What this task involves =>
Report every line in the records below that holds the word "Johnson".

Material supplied =>
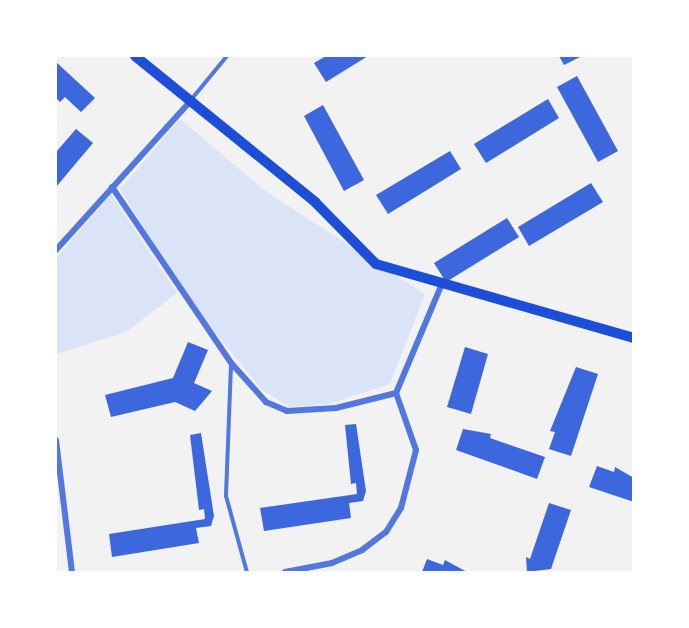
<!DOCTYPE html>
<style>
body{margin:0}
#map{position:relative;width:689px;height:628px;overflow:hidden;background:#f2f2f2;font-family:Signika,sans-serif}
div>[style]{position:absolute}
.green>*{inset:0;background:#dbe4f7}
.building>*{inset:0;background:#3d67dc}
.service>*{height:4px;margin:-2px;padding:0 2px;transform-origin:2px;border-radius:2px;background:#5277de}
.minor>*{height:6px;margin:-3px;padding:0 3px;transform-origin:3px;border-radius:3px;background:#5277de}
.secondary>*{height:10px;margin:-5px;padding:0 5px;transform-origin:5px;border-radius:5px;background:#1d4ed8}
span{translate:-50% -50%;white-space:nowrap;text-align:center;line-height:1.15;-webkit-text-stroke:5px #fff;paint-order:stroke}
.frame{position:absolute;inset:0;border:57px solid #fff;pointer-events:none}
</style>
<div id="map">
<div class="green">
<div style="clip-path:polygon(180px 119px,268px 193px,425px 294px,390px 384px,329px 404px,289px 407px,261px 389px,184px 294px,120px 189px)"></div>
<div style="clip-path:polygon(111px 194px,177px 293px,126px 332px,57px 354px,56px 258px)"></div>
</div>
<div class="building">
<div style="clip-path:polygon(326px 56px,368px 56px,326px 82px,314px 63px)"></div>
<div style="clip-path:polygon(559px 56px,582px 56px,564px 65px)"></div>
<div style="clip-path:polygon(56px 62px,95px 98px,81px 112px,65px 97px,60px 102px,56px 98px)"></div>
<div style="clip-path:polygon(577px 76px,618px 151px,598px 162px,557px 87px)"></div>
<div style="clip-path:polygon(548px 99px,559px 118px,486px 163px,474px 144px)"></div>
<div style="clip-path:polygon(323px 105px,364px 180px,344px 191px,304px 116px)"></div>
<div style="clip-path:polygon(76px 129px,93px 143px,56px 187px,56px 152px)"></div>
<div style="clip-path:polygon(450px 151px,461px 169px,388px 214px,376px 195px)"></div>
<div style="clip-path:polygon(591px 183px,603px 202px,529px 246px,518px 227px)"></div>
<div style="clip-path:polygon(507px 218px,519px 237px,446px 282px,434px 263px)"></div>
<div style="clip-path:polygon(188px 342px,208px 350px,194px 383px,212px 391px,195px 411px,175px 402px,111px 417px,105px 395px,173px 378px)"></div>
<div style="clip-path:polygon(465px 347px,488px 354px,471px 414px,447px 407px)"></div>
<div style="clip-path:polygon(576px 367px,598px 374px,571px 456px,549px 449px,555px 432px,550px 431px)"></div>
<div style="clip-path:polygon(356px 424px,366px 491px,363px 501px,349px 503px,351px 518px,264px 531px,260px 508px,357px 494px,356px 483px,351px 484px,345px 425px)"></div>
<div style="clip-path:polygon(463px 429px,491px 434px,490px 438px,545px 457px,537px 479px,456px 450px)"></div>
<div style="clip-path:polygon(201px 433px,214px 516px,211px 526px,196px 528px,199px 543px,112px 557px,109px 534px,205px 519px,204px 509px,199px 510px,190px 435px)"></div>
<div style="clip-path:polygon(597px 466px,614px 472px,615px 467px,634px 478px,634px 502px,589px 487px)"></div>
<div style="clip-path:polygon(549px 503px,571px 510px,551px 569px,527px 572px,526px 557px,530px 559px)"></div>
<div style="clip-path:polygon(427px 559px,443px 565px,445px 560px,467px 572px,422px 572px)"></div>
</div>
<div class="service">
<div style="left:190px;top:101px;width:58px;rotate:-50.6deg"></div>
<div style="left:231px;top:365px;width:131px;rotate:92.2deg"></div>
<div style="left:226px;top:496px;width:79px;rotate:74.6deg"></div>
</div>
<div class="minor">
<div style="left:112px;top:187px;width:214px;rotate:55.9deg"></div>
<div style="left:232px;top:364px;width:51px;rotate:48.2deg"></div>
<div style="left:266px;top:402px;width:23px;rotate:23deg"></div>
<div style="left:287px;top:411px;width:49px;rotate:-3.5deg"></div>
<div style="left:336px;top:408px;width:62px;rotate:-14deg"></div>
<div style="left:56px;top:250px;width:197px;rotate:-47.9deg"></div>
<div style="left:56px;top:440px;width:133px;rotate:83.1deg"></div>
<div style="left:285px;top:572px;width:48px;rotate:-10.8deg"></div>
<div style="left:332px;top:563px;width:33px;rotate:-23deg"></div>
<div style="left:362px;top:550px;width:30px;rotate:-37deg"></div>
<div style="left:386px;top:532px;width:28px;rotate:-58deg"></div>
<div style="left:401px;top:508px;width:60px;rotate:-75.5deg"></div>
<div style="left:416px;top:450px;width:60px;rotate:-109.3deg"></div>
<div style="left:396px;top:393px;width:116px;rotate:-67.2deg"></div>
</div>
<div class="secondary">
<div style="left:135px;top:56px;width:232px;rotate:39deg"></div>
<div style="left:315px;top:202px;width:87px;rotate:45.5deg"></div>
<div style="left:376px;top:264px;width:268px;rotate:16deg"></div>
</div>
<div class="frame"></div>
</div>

...

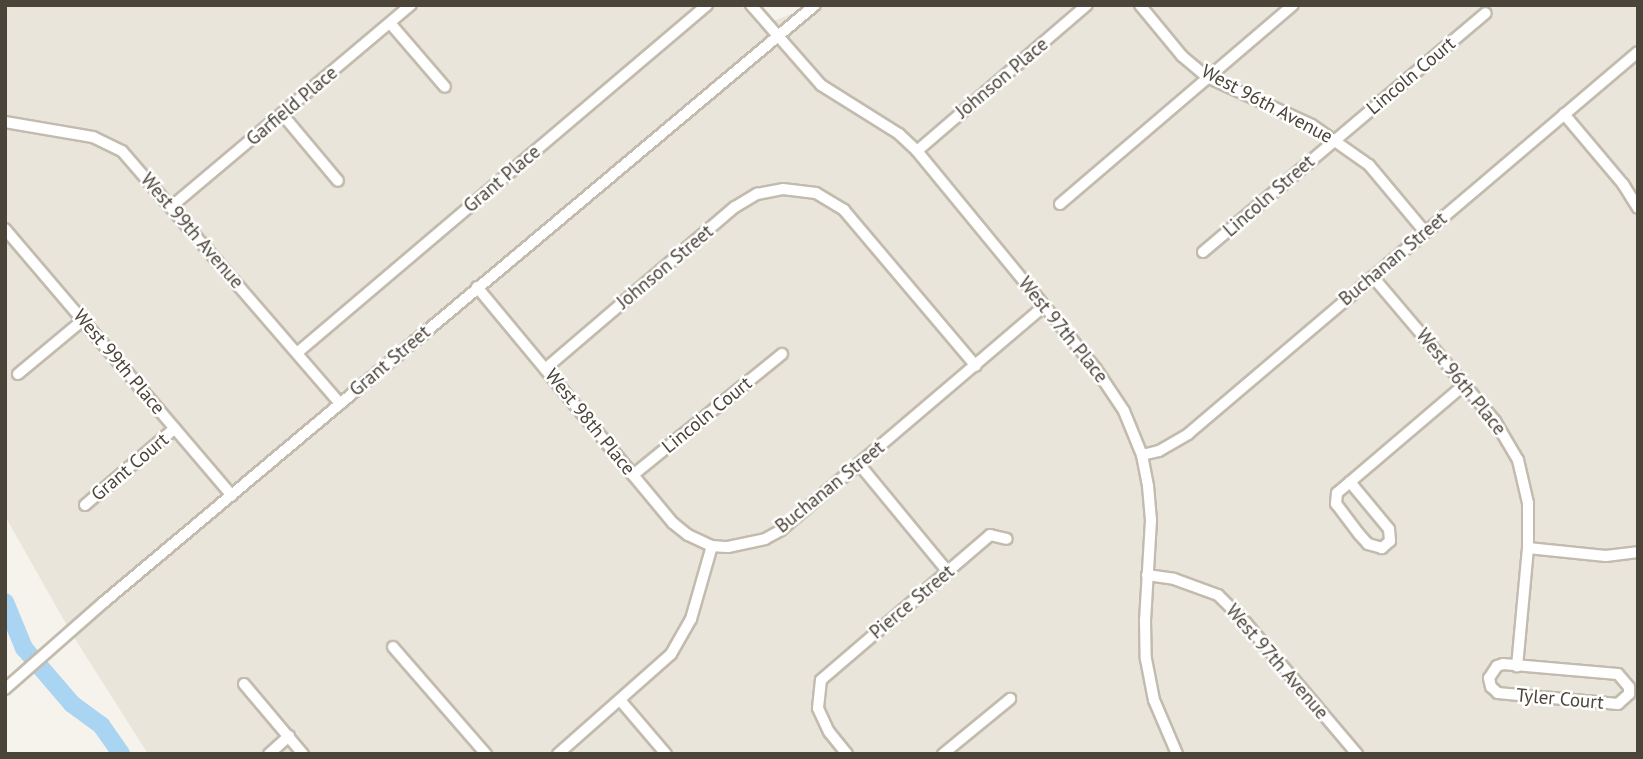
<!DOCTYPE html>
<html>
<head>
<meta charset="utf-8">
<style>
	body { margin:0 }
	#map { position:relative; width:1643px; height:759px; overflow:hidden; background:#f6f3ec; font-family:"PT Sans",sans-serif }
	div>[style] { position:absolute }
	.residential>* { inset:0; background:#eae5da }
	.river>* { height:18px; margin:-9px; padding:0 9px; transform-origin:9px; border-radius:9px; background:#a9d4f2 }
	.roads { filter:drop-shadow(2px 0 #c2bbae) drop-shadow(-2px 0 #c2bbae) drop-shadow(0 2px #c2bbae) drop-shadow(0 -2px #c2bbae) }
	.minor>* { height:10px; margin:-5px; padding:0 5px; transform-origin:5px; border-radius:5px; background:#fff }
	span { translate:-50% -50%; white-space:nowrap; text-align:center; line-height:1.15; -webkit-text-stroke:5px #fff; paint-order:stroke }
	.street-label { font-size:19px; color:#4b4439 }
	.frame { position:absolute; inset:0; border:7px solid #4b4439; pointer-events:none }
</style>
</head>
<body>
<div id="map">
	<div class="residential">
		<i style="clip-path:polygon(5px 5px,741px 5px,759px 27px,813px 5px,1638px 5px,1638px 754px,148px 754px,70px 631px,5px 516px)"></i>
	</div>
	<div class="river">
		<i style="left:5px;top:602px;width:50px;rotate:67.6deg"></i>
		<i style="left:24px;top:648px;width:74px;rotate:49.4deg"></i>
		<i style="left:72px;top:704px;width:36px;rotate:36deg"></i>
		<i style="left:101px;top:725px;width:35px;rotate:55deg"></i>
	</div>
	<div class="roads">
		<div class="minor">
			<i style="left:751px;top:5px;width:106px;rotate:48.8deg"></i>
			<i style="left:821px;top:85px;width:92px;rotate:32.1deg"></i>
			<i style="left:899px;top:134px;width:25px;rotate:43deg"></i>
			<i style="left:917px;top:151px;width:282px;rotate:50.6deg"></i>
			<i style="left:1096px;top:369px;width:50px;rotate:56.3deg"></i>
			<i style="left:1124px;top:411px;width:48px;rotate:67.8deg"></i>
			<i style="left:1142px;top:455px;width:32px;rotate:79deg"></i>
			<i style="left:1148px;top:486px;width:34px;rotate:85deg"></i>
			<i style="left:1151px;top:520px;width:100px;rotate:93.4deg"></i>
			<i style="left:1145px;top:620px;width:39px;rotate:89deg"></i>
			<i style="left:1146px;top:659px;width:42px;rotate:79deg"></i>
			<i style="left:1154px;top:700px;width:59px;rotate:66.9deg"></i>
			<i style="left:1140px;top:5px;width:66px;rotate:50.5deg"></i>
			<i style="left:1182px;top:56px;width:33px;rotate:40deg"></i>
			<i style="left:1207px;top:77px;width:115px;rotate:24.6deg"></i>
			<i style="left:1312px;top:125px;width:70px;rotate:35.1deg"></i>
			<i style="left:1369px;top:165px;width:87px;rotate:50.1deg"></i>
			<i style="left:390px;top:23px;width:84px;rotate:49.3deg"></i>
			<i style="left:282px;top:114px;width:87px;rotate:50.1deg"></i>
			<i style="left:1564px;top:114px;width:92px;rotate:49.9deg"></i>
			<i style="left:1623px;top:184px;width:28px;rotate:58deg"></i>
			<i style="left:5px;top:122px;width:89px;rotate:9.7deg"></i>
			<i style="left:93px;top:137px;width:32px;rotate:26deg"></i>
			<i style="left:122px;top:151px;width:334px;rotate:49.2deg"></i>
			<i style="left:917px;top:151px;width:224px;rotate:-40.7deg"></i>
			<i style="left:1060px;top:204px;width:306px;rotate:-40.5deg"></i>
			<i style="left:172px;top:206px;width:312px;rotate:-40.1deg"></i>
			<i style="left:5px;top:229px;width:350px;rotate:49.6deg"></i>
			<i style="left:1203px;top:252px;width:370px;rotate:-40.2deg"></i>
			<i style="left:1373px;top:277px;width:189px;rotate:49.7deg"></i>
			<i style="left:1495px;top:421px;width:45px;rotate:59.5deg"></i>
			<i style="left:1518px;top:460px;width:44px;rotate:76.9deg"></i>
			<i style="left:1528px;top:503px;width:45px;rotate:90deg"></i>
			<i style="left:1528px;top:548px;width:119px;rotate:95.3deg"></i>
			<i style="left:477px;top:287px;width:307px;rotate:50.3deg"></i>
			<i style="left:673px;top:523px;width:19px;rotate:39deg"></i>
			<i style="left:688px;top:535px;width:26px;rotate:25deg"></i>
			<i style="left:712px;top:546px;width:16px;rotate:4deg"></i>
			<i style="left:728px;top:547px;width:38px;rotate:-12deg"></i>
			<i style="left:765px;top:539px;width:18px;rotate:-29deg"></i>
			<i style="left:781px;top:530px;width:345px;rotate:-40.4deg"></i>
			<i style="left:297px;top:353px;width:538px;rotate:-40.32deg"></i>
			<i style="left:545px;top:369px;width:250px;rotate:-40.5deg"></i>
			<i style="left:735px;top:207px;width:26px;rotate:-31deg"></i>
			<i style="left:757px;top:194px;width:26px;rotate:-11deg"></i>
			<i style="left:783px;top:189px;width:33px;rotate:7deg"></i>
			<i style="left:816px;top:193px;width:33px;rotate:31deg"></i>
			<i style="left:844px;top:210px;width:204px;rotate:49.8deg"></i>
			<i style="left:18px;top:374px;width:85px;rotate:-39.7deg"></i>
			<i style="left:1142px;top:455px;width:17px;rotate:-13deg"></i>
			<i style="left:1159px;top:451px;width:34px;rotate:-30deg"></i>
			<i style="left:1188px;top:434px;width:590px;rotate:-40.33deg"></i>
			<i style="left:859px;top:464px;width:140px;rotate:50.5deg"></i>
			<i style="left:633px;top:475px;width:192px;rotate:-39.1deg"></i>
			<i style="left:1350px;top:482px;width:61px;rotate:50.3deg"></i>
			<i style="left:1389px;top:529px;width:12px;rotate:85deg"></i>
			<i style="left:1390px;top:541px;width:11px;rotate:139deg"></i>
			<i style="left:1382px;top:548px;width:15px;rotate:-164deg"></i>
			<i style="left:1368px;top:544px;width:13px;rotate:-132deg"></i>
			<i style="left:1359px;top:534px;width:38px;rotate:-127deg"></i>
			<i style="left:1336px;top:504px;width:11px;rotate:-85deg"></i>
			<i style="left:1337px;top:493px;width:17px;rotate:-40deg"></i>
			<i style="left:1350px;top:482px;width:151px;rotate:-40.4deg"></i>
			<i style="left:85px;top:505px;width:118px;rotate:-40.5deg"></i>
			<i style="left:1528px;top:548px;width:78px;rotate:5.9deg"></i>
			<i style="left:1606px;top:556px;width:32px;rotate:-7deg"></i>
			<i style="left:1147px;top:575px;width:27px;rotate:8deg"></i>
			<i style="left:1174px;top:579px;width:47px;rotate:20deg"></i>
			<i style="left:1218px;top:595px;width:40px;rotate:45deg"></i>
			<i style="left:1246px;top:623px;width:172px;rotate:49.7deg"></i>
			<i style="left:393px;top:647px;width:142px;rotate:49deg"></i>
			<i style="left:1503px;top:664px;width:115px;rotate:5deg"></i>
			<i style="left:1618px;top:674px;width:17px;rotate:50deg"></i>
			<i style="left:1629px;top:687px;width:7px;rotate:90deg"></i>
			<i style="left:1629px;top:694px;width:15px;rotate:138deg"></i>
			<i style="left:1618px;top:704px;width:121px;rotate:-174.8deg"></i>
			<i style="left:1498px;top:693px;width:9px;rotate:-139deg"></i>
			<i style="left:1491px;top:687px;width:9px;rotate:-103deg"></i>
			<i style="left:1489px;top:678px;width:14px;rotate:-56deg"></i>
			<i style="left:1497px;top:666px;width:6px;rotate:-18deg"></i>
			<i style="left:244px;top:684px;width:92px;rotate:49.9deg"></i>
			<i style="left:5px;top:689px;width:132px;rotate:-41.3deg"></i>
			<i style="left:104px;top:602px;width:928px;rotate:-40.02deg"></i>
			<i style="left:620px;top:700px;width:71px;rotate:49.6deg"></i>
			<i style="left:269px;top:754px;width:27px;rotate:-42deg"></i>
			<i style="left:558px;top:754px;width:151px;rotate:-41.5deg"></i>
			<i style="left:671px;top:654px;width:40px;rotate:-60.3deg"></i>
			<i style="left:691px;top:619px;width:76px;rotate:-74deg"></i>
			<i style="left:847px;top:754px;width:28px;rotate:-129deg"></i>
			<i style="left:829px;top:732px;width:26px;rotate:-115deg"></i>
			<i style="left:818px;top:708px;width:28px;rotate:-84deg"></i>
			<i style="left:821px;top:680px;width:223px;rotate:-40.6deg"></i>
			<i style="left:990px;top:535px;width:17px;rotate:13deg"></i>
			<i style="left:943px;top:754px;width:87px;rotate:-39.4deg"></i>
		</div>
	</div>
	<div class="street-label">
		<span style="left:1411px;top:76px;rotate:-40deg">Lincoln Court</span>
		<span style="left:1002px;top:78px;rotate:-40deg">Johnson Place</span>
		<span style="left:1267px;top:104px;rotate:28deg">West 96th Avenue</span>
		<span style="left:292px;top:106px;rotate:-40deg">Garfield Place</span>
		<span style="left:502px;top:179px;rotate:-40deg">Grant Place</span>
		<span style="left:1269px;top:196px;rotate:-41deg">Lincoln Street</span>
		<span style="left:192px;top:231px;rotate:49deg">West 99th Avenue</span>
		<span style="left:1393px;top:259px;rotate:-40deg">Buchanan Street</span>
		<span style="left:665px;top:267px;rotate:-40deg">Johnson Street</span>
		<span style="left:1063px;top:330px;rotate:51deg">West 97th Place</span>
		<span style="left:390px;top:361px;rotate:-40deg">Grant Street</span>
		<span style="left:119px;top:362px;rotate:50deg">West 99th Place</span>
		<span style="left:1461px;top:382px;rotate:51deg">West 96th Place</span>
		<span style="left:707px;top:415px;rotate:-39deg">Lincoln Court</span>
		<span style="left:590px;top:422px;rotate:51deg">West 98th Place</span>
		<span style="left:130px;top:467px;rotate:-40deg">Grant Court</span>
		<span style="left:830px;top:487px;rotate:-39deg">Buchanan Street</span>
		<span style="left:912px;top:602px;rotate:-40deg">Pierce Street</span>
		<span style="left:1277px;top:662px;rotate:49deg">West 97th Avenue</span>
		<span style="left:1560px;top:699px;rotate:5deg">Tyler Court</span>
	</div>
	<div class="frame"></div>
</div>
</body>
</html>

Exercise output =>
		<span style="left:1002px;top:78px;rotate:-40deg">Johnson Place</span>
		<span style="left:665px;top:267px;rotate:-40deg">Johnson Street</span>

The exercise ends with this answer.